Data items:
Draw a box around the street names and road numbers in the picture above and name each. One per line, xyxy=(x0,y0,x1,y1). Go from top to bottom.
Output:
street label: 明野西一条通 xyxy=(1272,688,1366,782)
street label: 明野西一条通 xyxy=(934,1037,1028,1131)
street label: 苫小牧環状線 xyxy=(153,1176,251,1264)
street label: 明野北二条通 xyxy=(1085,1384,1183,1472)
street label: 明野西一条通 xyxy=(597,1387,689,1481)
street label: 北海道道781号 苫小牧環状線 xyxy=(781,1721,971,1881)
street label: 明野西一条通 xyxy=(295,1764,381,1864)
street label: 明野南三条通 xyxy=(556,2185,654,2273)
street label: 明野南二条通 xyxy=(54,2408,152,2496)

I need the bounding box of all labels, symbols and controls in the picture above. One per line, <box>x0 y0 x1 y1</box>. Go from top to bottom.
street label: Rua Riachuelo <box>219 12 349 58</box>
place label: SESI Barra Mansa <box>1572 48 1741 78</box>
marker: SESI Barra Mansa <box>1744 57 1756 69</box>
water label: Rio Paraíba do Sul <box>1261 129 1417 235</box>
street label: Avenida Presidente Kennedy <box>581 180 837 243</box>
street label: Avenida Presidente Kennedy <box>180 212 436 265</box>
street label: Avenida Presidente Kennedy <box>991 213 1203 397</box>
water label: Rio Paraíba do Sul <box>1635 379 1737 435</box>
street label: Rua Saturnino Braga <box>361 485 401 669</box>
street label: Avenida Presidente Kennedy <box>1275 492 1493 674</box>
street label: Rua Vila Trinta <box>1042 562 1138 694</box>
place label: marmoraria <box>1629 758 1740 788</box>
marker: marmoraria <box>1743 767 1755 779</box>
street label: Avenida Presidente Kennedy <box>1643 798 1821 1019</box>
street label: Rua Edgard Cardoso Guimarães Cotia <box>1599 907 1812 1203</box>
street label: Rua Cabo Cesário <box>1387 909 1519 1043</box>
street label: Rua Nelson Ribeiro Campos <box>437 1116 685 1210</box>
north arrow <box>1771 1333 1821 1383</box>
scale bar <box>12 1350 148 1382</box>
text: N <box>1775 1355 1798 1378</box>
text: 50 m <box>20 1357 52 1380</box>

# Work item
The data must be given again in full, exactly as written.

# Response to this task
Draw a box around the street names and road numbers in the picture above and name each. One per line, xyxy=(x0,y0,x1,y1). Go from top to bottom.
Output:
street label: 明野西一条通 xyxy=(1272,688,1366,782)
street label: 明野西一条通 xyxy=(934,1037,1028,1131)
street label: 苫小牧環状線 xyxy=(153,1176,251,1264)
street label: 明野北二条通 xyxy=(1085,1384,1183,1472)
street label: 明野西一条通 xyxy=(597,1387,689,1481)
street label: 北海道道781号 苫小牧環状線 xyxy=(781,1721,971,1881)
street label: 明野西一条通 xyxy=(295,1764,381,1864)
street label: 明野南三条通 xyxy=(556,2185,654,2273)
street label: 明野南二条通 xyxy=(54,2408,152,2496)

I need the bounding box of all labels, symbols and controls in the picture above. One per line, <box>x0 y0 x1 y1</box>. Go from top to bottom.
street label: Rua Riachuelo <box>219 12 349 58</box>
place label: SESI Barra Mansa <box>1572 48 1741 78</box>
marker: SESI Barra Mansa <box>1744 57 1756 69</box>
water label: Rio Paraíba do Sul <box>1261 129 1417 235</box>
street label: Avenida Presidente Kennedy <box>581 180 837 243</box>
street label: Avenida Presidente Kennedy <box>180 212 436 265</box>
street label: Avenida Presidente Kennedy <box>991 213 1203 397</box>
water label: Rio Paraíba do Sul <box>1635 379 1737 435</box>
street label: Rua Saturnino Braga <box>361 485 401 669</box>
street label: Avenida Presidente Kennedy <box>1275 492 1493 674</box>
street label: Rua Vila Trinta <box>1042 562 1138 694</box>
place label: marmoraria <box>1629 758 1740 788</box>
marker: marmoraria <box>1743 767 1755 779</box>
street label: Avenida Presidente Kennedy <box>1643 798 1821 1019</box>
street label: Rua Edgard Cardoso Guimarães Cotia <box>1599 907 1812 1203</box>
street label: Rua Cabo Cesário <box>1387 909 1519 1043</box>
street label: Rua Nelson Ribeiro Campos <box>437 1116 685 1210</box>
north arrow <box>1771 1333 1821 1383</box>
scale bar <box>12 1350 148 1382</box>
text: N <box>1775 1355 1798 1378</box>
text: 50 m <box>20 1357 52 1380</box>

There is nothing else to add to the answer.